▶ What you should do
Whenever a line in the material below includes "scale", copy that line.

▶ Records supplied
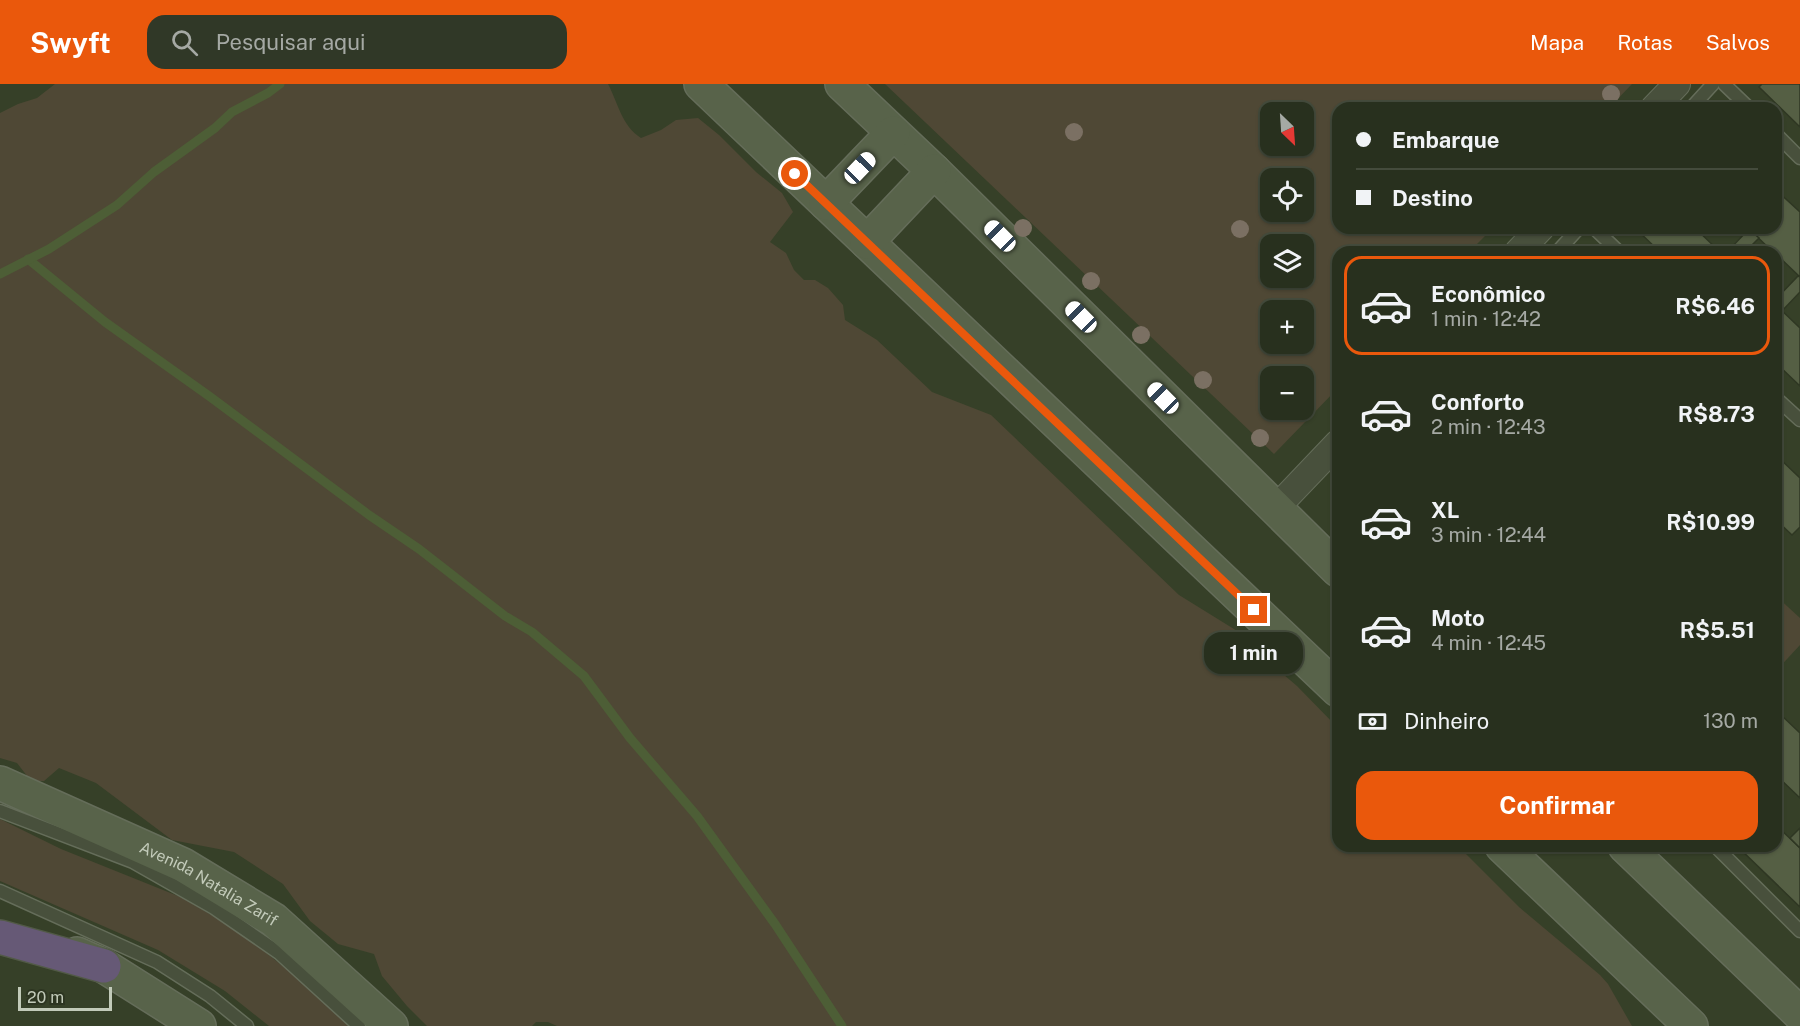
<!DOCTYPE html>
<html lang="pt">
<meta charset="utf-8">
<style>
body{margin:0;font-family:"Public Sans",sans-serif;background:#303827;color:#f1f3f6;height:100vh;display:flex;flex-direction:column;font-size:22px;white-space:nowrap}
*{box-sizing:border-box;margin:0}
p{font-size:20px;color:#a5a9a4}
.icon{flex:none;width:33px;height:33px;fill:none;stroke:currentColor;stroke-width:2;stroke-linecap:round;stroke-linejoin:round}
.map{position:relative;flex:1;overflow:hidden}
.panel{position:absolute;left:1332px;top:162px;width:450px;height:606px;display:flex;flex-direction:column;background:#28301e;border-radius:18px;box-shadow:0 2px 4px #0004,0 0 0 2px #444b3c}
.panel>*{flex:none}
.guide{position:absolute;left:1332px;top:18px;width:450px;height:132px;border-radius:18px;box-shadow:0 2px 4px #0004,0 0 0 2px #444b3c;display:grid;align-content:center;height:132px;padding:0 24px;background:#28301e}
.needle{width:39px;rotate:155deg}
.buttons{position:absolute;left:1260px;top:18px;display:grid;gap:12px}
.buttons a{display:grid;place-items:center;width:54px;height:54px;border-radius:12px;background:#28301e;box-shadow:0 2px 4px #0004,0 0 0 2px #444b3c;font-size:30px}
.scale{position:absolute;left:18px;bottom:15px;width:94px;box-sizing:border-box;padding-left:6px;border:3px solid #c2cab9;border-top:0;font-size:16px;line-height:21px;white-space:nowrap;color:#c2cab9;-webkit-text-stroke:4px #2d3521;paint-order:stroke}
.end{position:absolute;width:27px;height:27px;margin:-14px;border:8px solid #ea580c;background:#fff;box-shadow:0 0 0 3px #fff}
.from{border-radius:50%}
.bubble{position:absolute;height:42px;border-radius:18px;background:#28301e;box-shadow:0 2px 4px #0004,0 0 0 2px #444b3c;font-size:20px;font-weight:700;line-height:42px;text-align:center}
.car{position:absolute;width:18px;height:36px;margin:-18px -9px;border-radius:8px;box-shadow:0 0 4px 2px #0007;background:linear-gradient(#fff 24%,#345 0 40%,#fff 0 76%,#345 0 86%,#fff 0)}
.guide b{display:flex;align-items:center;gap:21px;height:57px;font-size:22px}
.guide b+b{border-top:2px solid #444b3c}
.guide i{width:15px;height:15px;background:#f1f3f6}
ul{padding:10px 0 0;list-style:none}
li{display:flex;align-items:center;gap:18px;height:99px;margin:0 12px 9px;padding:0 12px;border:3px solid transparent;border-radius:18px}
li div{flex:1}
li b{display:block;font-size:22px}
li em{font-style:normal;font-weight:700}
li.current{border-color:#ea580c}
li>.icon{width:54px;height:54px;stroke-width:1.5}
.pay{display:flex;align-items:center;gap:15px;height:66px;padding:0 24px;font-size:22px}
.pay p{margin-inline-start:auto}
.cta{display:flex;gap:12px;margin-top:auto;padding:12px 24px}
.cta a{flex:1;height:69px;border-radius:18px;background:#ea580c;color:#fff;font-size:24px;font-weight:700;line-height:69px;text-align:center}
header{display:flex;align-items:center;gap:36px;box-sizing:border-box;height:84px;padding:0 30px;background:#ea580c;color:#fff}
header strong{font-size:28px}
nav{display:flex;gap:33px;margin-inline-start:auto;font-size:21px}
.search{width:420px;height:54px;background:#303827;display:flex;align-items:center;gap:15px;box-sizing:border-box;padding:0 21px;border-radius:18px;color:#a5a9a4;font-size:22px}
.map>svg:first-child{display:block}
</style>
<header>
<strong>Swyft</strong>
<div class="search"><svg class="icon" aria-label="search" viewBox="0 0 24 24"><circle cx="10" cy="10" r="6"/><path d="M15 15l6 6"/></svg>Pesquisar aqui</div>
<nav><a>Mapa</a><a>Rotas</a><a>Salvos</a></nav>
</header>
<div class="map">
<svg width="1800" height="942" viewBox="0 0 1800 942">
<rect width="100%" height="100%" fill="#364028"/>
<g fill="#4f4835" fill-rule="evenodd">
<path d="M55,0H608C618,19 622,42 641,54L661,46L676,36L698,34L719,51L756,88L782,109L793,128L770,158L786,169L794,186L804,196H815L828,204L843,221L845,236L877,256L932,308L991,331L1179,511L1242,550L1263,573L1297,602L1338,644V762H1458L1519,823L1600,891L1608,900L1632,942H557L548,938H536L532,942H427L407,922L382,892L374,870L338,860L310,837L283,800L234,768L172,756L96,699L59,684L44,697H31L17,679L0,674V29L18,20L37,14Z"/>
<path d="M885,0H1632L1609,24H1338V144H1493L1469,168H1338V304L1274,370ZM1304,28V62H1270V28ZM1270,94H1304V128H1270ZM1270,160H1304V194H1270ZM1270,226H1304V260H1270ZM1270,292H1304V326H1270Z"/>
<path d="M1776,512L1800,534V561L1776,587Z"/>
<path d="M0,735L61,765L183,814L243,850L290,888L349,942H269L225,907L158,866L0,797Z"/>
</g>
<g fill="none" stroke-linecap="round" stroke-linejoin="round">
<g stroke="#4d5e36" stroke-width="9">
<path d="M28,175L105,238L209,312L369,431L419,465L505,532L532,548L584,592L630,654L697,732L775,840L842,942"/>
<path d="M0,190L49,165L117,121L154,88L215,44L232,28L268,9L280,0"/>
</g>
</g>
<g fill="#555f44" stroke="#2f3723" stroke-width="1.5">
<path d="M1762,0H1800V43L1759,3Z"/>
<path d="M1776,106L1800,128V193L1776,170V168H1773L1748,144H1776Z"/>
<path d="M1635,144H1695L1720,168H1660Z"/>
<path d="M1749,145L1759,154L1745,168H1727Z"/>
<path d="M1798,192L1800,193V208L1782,227L1776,221V215Z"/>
<path d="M1776,221L1800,244V302L1776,279Z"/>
<path d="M1776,371L1800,394V443L1792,451L1776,436Z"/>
<path d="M1780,630L1800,649V714L1776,691V634Z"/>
<path d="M1776,741L1800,764V823L1737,762H1776Z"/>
<path d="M1800,744V764L1790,754Z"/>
</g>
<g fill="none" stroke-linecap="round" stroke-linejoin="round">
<g stroke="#656d5a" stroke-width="15">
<g id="lane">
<path d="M1724,0L1749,24"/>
<path d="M1691,24L1713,0"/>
<path d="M1776,50L1800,74"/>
<path d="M1594,144L1619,168"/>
<path d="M1557,168L1579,144"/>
<path d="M1776,314L1800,336"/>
<path d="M0,727L133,778L214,824L279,869L359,942"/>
<path d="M1715,762L1800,847"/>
<path d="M0,807L157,878L210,912L247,942"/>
</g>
</g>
<g stroke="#656d5a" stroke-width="28">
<g id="street">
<path d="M1654,24L1677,0"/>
<path d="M1518,168L1541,144"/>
<path d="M1275,425L1338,359"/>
</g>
</g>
<g stroke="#656d5a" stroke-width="36">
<g id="secondary">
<path d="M701,0L1338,606"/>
<path d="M842,0L934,87L1338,486"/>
<path d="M826,119L893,49"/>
<path d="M867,158L934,87"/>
<path id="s1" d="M0,699L183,781L274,836L391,942"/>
<path d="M1502,762L1691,942"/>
<path d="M1625,762L1800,930"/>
<path d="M77,870L104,882L199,942"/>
</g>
</g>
<g stroke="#525a47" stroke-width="36">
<path id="highway" d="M0,853L104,882"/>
</g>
<use href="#lane" stroke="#48503c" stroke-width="12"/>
<use href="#street" stroke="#48503c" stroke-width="26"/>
<use href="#secondary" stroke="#58634a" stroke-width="33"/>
<use href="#highway" stroke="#665976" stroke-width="33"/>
</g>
<g fill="#7b7063">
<circle cx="1611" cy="10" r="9"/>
<circle cx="1074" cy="48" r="9"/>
<circle cx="1023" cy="144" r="9"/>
<circle cx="1240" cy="145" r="9"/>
<circle cx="1091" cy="197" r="9"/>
<circle cx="1141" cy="251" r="9"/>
<circle cx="1203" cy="296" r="9"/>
<circle cx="1260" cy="354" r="9"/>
</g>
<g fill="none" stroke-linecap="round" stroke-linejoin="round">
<path stroke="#ea580c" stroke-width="8" d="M795,90L1254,526"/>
</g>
<g text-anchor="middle" stroke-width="6" stroke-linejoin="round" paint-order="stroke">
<g font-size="16" fill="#c2cab9" stroke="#2d3521">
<text dy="6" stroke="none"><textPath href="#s1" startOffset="232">Avenida Natalia Zarif</textPath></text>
</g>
</g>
</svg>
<div class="buttons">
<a><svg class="needle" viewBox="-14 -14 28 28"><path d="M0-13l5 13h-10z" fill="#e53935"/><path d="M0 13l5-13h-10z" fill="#a5a9a4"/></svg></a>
<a><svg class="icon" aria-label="locate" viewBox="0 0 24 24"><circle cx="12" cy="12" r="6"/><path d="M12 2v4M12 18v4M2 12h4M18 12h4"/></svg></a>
<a><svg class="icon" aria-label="layers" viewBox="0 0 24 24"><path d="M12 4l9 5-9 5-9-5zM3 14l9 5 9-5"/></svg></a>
<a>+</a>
<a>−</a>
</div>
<div class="scale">20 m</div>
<i class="end from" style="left:795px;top:90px"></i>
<i class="end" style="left:1254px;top:526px"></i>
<div class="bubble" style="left:1204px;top:548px;width:99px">1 min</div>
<i class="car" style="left:860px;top:84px;rotate:44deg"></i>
<i class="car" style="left:1000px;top:152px;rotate:315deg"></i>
<i class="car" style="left:1081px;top:233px;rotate:315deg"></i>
<i class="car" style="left:1163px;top:314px;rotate:315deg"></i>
<div class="guide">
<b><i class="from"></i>Embarque</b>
<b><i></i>Destino</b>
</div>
<section class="panel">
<ul>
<li class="current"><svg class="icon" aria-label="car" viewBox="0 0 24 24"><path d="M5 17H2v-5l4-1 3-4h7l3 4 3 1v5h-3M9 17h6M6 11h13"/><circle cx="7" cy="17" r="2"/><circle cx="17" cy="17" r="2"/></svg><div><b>Econômico</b><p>1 min · 12:42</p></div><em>R$6.46</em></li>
<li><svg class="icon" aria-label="car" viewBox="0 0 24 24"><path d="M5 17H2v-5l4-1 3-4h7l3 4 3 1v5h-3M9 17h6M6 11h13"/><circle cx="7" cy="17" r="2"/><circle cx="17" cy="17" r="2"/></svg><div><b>Conforto</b><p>2 min · 12:43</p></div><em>R$8.73</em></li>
<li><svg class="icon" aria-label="car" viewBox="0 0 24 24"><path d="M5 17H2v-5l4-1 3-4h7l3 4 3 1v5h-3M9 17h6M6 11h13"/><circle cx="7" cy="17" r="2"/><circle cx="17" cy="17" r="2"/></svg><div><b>XL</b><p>3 min · 12:44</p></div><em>R$10.99</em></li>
<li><svg class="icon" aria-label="car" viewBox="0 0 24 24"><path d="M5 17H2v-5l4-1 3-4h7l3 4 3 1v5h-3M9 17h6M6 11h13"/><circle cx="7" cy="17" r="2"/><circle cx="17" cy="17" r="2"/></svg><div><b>Moto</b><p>4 min · 12:45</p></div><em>R$5.51</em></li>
</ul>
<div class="pay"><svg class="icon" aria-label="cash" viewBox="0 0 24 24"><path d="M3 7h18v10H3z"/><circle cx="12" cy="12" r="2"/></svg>Dinheiro<p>130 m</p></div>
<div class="cta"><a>Confirmar</a></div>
</section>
</div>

▶ Your solution
.scale{position:absolute;left:18px;bottom:15px;width:94px;box-sizing:border-box;padding-left:6px;border:3px solid #c2cab9;border-top:0;font-size:16px;line-height:21px;white-space:nowrap;color:#c2cab9;-webkit-text-stroke:4px #2d3521;paint-order:stroke}
<div class="scale">20 m</div>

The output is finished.